El secretario de Seguridad y Protección Ciudadana, Omar García Harfuch, confirmó que el exgobernador de Sinaloa, Rubén Rocha Moya, permanece en el estado y actualmente solo cuenta con resguardo de la policía estatal, sin protección de corporaciones federales.
Durante una conferencia de prensa, el funcionario federal respondió a versiones que circulaban en redes sociales sobre el supuesto paradero desconocido del exmandatario sinaloense. García Harfuch aseguró que Rocha Moya sigue en territorio sinaloense y que su ubicación no está oculta.
“El gobernador está en Sinaloa. No ha sido reservada su ubicación, está ahí en su estado. No cuenta con servicio de escolta de ninguna institución del Gobierno de México”, señaló el titular de la SSPC.
El secretario explicó que la seguridad del exgobernador depende únicamente de las disposiciones estatales aplicables a quienes ocuparon ese cargo. Por ello, detalló que la escolta que mantiene Rocha Moya corresponde a elementos estatales y no a fuerzas federales como la Guardia Nacional o el Ejército.

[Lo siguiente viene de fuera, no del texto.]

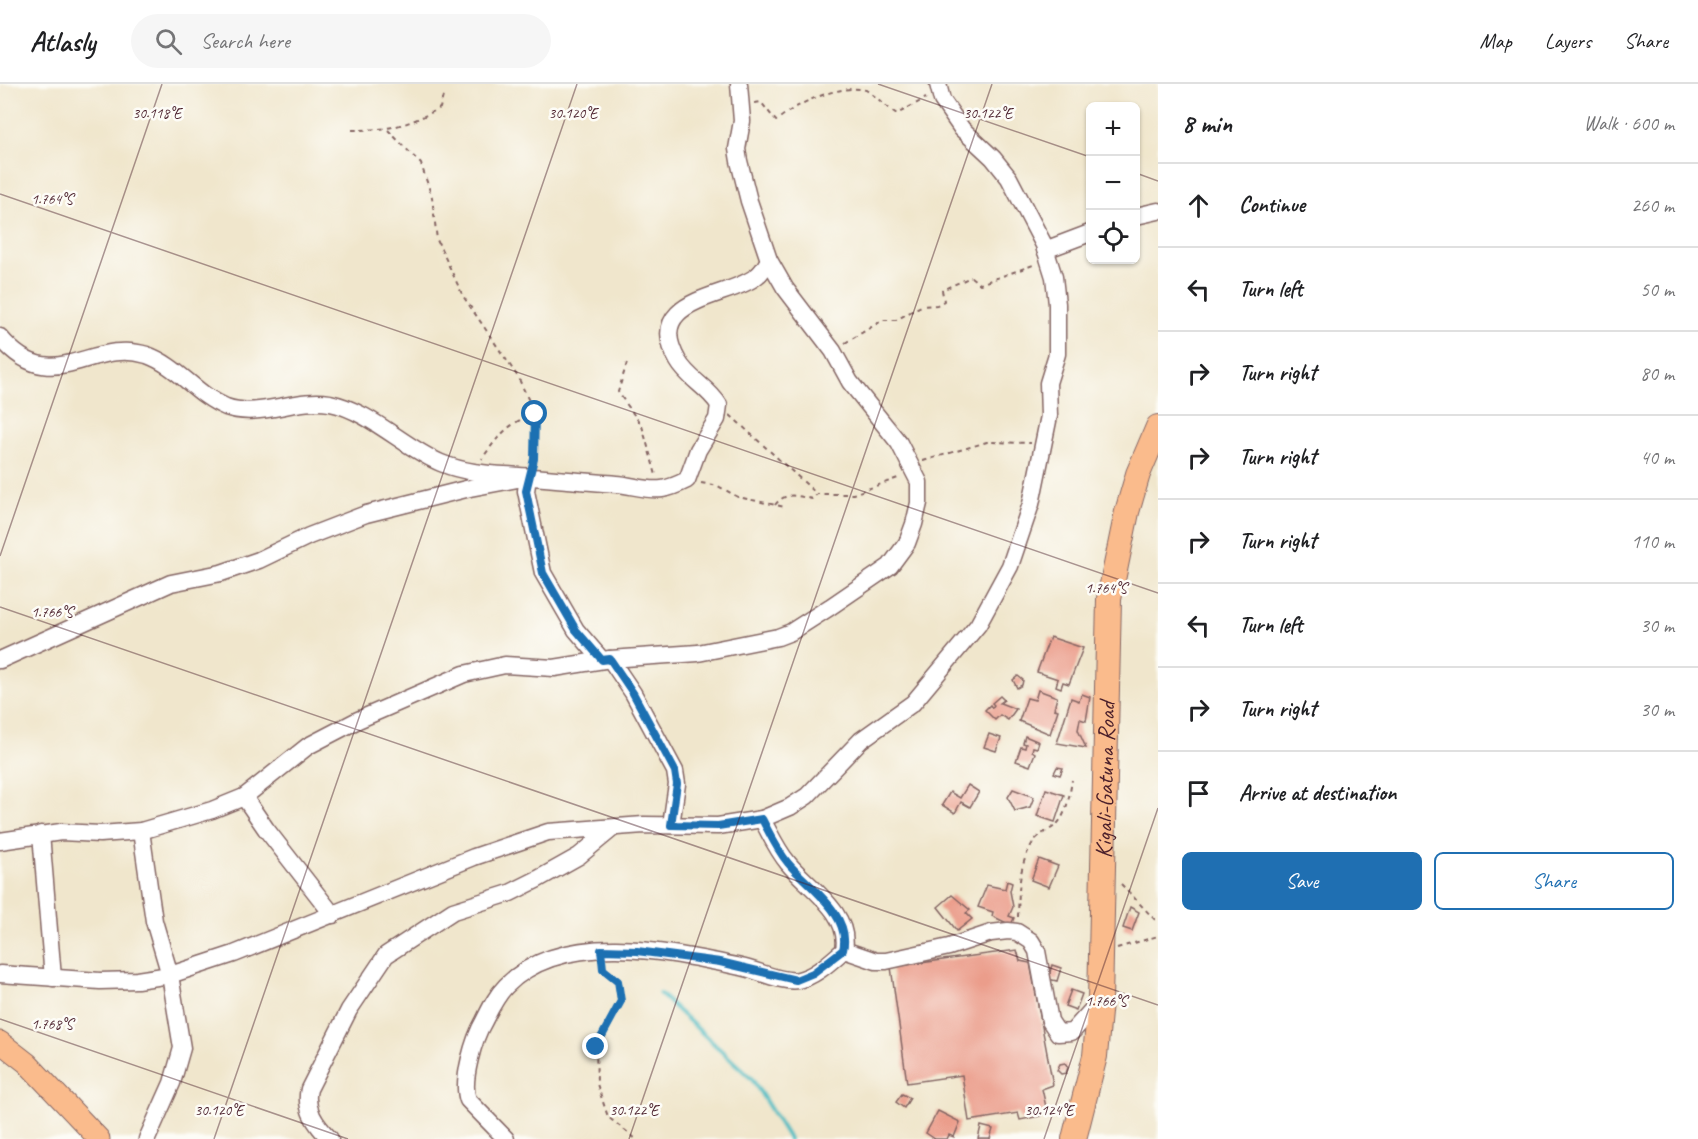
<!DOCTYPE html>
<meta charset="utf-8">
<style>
:root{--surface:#fff;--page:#f6f6f6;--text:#202124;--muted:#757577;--line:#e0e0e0;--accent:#1f6fb2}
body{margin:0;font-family:Caveat,sans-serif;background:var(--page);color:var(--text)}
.controls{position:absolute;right:18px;top:18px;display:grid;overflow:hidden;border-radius:9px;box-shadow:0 2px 4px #0004}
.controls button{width:54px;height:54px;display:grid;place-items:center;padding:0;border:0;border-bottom:2px solid var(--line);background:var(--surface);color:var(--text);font:30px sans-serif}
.stop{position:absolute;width:18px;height:18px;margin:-14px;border:4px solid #1f6fb2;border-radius:50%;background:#fff}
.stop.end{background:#1f6fb2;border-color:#fff;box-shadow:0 2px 6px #0008}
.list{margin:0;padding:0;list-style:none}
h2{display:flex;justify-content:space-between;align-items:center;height:78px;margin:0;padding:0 24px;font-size:26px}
h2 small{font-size:20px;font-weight:400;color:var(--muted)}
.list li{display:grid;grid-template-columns:39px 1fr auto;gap:18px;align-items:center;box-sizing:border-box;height:84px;padding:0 24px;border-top:2px solid var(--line)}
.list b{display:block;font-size:22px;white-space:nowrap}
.list em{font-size:20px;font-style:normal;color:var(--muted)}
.actions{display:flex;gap:12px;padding:18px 24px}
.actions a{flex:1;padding:14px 0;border:2px solid var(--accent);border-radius:9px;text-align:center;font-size:21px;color:var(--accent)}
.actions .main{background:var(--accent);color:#fff}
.icon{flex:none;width:33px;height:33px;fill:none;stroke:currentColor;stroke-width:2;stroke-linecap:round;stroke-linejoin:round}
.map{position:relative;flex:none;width:1158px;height:1055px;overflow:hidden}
header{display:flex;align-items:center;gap:36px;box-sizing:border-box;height:84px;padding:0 30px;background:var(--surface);border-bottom:2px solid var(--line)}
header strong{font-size:28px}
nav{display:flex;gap:33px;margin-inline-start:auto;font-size:21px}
.search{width:420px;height:54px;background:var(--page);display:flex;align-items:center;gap:15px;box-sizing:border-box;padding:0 21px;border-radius:33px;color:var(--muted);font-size:22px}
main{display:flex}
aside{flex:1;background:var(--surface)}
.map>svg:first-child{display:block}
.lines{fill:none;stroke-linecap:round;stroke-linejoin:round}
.stream{stroke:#4dbcc2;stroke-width:4}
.building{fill:#eb9d8b}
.minor-casing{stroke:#846563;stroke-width:19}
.major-casing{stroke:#846563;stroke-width:23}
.highway-casing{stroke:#846563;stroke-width:26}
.path{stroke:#846563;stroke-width:2;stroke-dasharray:4.5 4.5;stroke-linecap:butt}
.minor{stroke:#fff;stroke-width:16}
.major{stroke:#fabb8c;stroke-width:21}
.highway{stroke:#fabb8c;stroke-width:24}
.route{stroke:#1f6fb2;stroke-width:8}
.ticks{fill:none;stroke:#4a1f2b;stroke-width:1.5;stroke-opacity:0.45}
.labels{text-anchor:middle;stroke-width:5;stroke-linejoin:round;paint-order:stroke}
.street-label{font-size:24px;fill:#4a1f2b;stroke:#fdfcf7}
.ticks-label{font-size:15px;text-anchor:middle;fill:#4a1f2b;stroke:#fdfcf7;stroke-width:5;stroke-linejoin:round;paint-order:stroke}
</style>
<header>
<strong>Atlasly</strong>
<div class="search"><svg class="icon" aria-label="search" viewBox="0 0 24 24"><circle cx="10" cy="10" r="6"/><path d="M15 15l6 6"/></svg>Search here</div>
<nav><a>Map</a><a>Layers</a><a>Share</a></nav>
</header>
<main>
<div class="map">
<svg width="1158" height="1055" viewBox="0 0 1158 1055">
<rect width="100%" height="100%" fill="#fdfcf7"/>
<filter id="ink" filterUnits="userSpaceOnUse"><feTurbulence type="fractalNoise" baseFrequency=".0167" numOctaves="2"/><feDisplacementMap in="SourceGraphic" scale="12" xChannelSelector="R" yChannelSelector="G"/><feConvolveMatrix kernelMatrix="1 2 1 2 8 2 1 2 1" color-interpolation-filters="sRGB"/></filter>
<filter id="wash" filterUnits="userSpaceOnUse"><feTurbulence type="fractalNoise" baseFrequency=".008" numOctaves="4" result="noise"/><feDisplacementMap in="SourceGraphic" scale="24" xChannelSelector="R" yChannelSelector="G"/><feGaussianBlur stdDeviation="1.35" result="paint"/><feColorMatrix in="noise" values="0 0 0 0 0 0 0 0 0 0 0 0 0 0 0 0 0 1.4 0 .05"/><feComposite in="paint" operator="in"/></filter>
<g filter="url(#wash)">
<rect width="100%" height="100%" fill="#f0e6cc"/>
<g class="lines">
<!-- stream -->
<path class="stream" d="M660 910 752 995 789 1055"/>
</g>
<g id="blocks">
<!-- building -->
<g class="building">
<path d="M1050 553 1083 564 1069 600 1063 598 1061 604 1056 602 1058 595 1037 588Z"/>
<path d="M1018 592 1023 596 1022 601 1017 604 1013 596Z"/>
<path d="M1038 606 1057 613 1054 625 1058 626 1050 650 1019 637 1027 614 1035 616Z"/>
<path d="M1082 610 1090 613 1086 637 1080 635 1078 646 1086 664 1057 659 1071 614 1079 617Z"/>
<path d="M1000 612 1004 616 1000 619 1016 625 1008 636 1000 631 995 636 985 626 990 621 992 624 994 621 992 619Z"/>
<path d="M989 650 1001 654 996 667 984 663Z"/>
<path d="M1025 652 1039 658 1037 664 1033 663 1032 667 1035 669 1030 682 1016 677 1021 663 1025 664 1026 660 1023 659Z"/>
<path d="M1057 683 1063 684 1060 691 1054 689Z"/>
<path d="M968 701 979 708 970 723 961 718 955 729 942 721 950 708 960 714Z"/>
<path d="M1013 705 1034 713 1030 723 1015 727 1008 713Z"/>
<path d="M1046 705 1064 711 1055 738 1037 732Z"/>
<path d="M1039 775 1058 782 1049 803 1031 796Z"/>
<path d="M1007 797 1012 799 1010 807 1013 823 1009 832 1014 834 1011 841 992 832 993 828 978 823 987 801 1005 805Z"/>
<path d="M952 811 970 826 966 829 972 835 957 847 938 823Z"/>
<path d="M1130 823 1139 828 1132 847 1123 844Z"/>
<path d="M1017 866 1020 877 1030 879 1053 1001 1042 1005 1046 1023 1040 1032 1020 1036 1018 1029 969 1037 962 991 907 999 891 883Z"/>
<path d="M1052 881 1061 884 1057 897 1048 895Z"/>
<path d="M1071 906 1082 910 1076 926 1065 922Z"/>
<path d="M1065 979 1068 983 1066 989 1061 990 1057 986 1060 980Z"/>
<path d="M902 1010 910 1014 904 1024 896 1018Z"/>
<path d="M938 1027 960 1038 954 1053 949 1051 947 1055H935L926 1049Z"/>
<path d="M981 1042 993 1045 990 1055H978Z"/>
</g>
</g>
</g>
<g filter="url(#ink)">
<use href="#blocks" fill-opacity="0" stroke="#846563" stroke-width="1.5"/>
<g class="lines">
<defs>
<g id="minor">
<path d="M1136 132 1158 127"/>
<path d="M1045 166 1090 149"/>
<path d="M0 253C52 316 90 253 147 271 178 282 196 311 226 323 259 335 296 313 330 319 370 327 406 365 441 379 470 391 500 390 531 393 559 395 588 398 617 400 631 401 648 407 662 405 671 404 679 400 687 396L698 366 717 335 719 321C708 303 688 295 678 277 641 212 731 215 758 191 763 187 766 181 769 176"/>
<path d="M610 575 633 609 675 687 677 700 671 741"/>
<path d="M0 576 171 499 221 489 259 476 309 452 366 430 470 404 528 393 526 407 543 489 576 546 602 576"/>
<path d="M244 713 266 745 333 831"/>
<path d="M141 747 154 837 170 891 182 964 172 999 147 1055"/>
<path d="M41 750 53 894"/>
<path d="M0 757 61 748 100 750 141 747 212 726 244 713 308 662 358 636 464 590 505 581 554 584 610 575 698 569 778 553 791 548 830 523 890 482 907 459 914 440 919 419V398L899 359 850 298 833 267 785 204 769 176 749 117 739 77 737 65 742 37 739 0"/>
<path d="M844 866 876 877H886L949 863 991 849 1008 847 1017 848 1031 857 1037 867 1050 937 1058 949 1072 948 1100 917"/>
<path d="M0 890 100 897 137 896 170 891 234 870 474 773 548 748 644 741 718 742 762 735 790 723 807 712 861 656 913 619 978 541 1010 482 1031 420 1049 332 1048 299 1057 270V220L1054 193 1044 161 1009 94 993 74 962 45 942 16 938 0"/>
<path d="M330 1055C316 1041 304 1025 309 1005L349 926 386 871 453 827 510 809 538 795 579 772 613 744"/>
<path d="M506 1055 468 1016C461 997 474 954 484 937 490 925 496 912 506 902 563 844 670 868 741 883 757 886 782 899 798 896 815 893 831 877 844 866 851 828 808 804 788 779 777 766 770 750 762 735"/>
</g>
<path id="major" d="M0 958 27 979 99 1055"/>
<g id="highway">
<path id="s1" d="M1074 1055 1095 972 1100 917 1109 515 1127 428 1138 390 1158 343"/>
</g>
</defs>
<!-- minor casing -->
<use href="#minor" class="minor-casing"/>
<!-- major casing -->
<use href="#major" class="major-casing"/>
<!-- highway casing -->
<use href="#highway" class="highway-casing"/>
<!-- path -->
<g class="path">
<path d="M755 19 761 18 776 37C797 19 838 0 866 6 877 13 886 23 897 30L926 14"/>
<path d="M352 46C391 46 406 42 440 24L443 12"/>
<path d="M388 46 421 80 432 113 437 156 463 212 518 293 535 330C509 338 497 353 482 375"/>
<path d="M845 259 883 236H896L921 222 937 221 944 217 942 206 971 193 980 200 1036 180"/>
<path d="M627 279 618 308 642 342 656 391"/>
<path d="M730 331 817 410"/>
<path d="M923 377 987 358 1031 359"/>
<path d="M533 378 535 330"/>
<path d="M701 399 718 402 738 413 785 423"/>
<path d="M775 421C786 407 796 412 812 415L817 410H853L901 393"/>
<path d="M1121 800 1158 839"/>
<path d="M1018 833C1019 808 1018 783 1032 760 1039 748 1049 748 1057 740 1067 730 1070 709 1072 696"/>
<path d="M1117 864 1158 852"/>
<path d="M602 880 603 885 618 897 621 917 596 963 597 1000 608 1033 636 1055"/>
</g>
<!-- minor -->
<use href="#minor" class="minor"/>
<!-- major -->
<use href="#major" class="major"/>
<!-- highway -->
<use href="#highway" class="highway"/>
</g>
</g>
<g class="lines" filter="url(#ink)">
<!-- route -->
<path class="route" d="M535 330 534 375 526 407 543 489 576 546 602 576 610 575 633 609 675 687 677 700 671 741 718 742 762 735C770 750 777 766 788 779 807 802 852 830 843 866L813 889 796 896 720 878 637 867 601 866 603 885 618 897 621 917 596 963"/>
</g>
<!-- ticks -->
<path class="ticks" d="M878 0 1090 73M1136 89 1158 97M0 110 1158 509M0 472 162 0M0 523 1158 921M0 935 348 1055M214 1055 577 0M629 1055 992 0M1044 1055 1158 724"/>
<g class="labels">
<!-- street labels -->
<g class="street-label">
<text dy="8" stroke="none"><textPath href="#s1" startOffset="362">Kigali-Gatuna Road</textPath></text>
</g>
</g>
<g class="ticks-label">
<text x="157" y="34">30.118°E</text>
<text x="573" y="34">30.120°E</text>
<text x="988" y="34">30.122°E</text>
<text x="52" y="120">1.764°S</text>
<text x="1106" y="509">1.764°S</text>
<text x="52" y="533">1.766°S</text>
<text x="1106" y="922">1.766°S</text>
<text x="52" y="945">1.768°S</text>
<text x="219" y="1031">30.120°E</text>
<text x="634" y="1031">30.122°E</text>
<text x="1049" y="1031">30.124°E</text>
</g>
</svg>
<div class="controls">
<button>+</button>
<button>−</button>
<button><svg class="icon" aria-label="locate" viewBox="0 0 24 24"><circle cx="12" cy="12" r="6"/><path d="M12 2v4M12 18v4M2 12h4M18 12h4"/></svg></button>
</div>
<div class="stop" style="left:535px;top:330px"></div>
<div class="stop end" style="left:596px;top:963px"></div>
</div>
<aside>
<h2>8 min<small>Walk · 600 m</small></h2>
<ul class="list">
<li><svg class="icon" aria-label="ahead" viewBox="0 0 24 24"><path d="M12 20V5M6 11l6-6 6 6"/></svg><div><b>Continue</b></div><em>260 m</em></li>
<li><svg class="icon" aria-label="left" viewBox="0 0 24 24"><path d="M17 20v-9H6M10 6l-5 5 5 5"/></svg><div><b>Turn left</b></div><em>50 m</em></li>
<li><svg class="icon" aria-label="right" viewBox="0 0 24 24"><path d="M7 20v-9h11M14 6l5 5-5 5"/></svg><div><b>Turn right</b></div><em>80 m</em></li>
<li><svg class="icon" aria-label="right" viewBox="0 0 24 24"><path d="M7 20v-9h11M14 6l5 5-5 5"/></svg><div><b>Turn right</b></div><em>40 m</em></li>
<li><svg class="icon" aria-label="right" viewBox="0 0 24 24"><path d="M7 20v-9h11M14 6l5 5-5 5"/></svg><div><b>Turn right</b></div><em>110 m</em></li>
<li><svg class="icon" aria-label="left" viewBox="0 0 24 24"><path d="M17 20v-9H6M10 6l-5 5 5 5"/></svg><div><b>Turn left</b></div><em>30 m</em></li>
<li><svg class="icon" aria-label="right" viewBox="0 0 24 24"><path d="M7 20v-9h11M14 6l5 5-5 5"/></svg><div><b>Turn right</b></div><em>30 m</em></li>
<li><svg class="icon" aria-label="arrive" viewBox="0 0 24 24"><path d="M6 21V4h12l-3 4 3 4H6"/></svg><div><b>Arrive at destination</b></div></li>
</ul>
<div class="actions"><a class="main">Save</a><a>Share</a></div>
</aside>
</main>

Las declaraciones se dieron luego de que Rocha Moya solicitara licencia a su cargo y perdiera el fuero. Además, recientemente se informó sobre el congelamiento de sus cuentas por parte de la Unidad de Inteligencia Financiera (UIF), situación que volvió a colocar al político sinaloense en el centro de la discusión pública.
En la misma conferencia, García Harfuch defendió la estrategia de seguridad del gobierno encabezado por la presidenta Claudia Sheinbaum y rechazó las versiones que apuntan a una supuesta protección política vinculada al crimen organizado.
El funcionario sostuvo que la actual administración ha reforzado las capacidades de investigación e inteligencia del Estado mexicano, además de fortalecer la coordinación entre las instituciones del gabinete de seguridad y los gobiernos estatales.
Rocha Moya también aparece mencionado en un expediente del Distrito Sur de Nueva York, donde autoridades estadounidenses señalan a diez funcionarios y exfuncionarios de Sinaloa por presuntos vínculos con el crimen organizado.
De acuerdo con ese documento, las acusaciones estarían relacionadas con una supuesta conspiración para facilitar operaciones de tráfico de drogas ligadas a una facción del Cártel de Sinaloa, a cambio de presuntos beneficios políticos y económicos.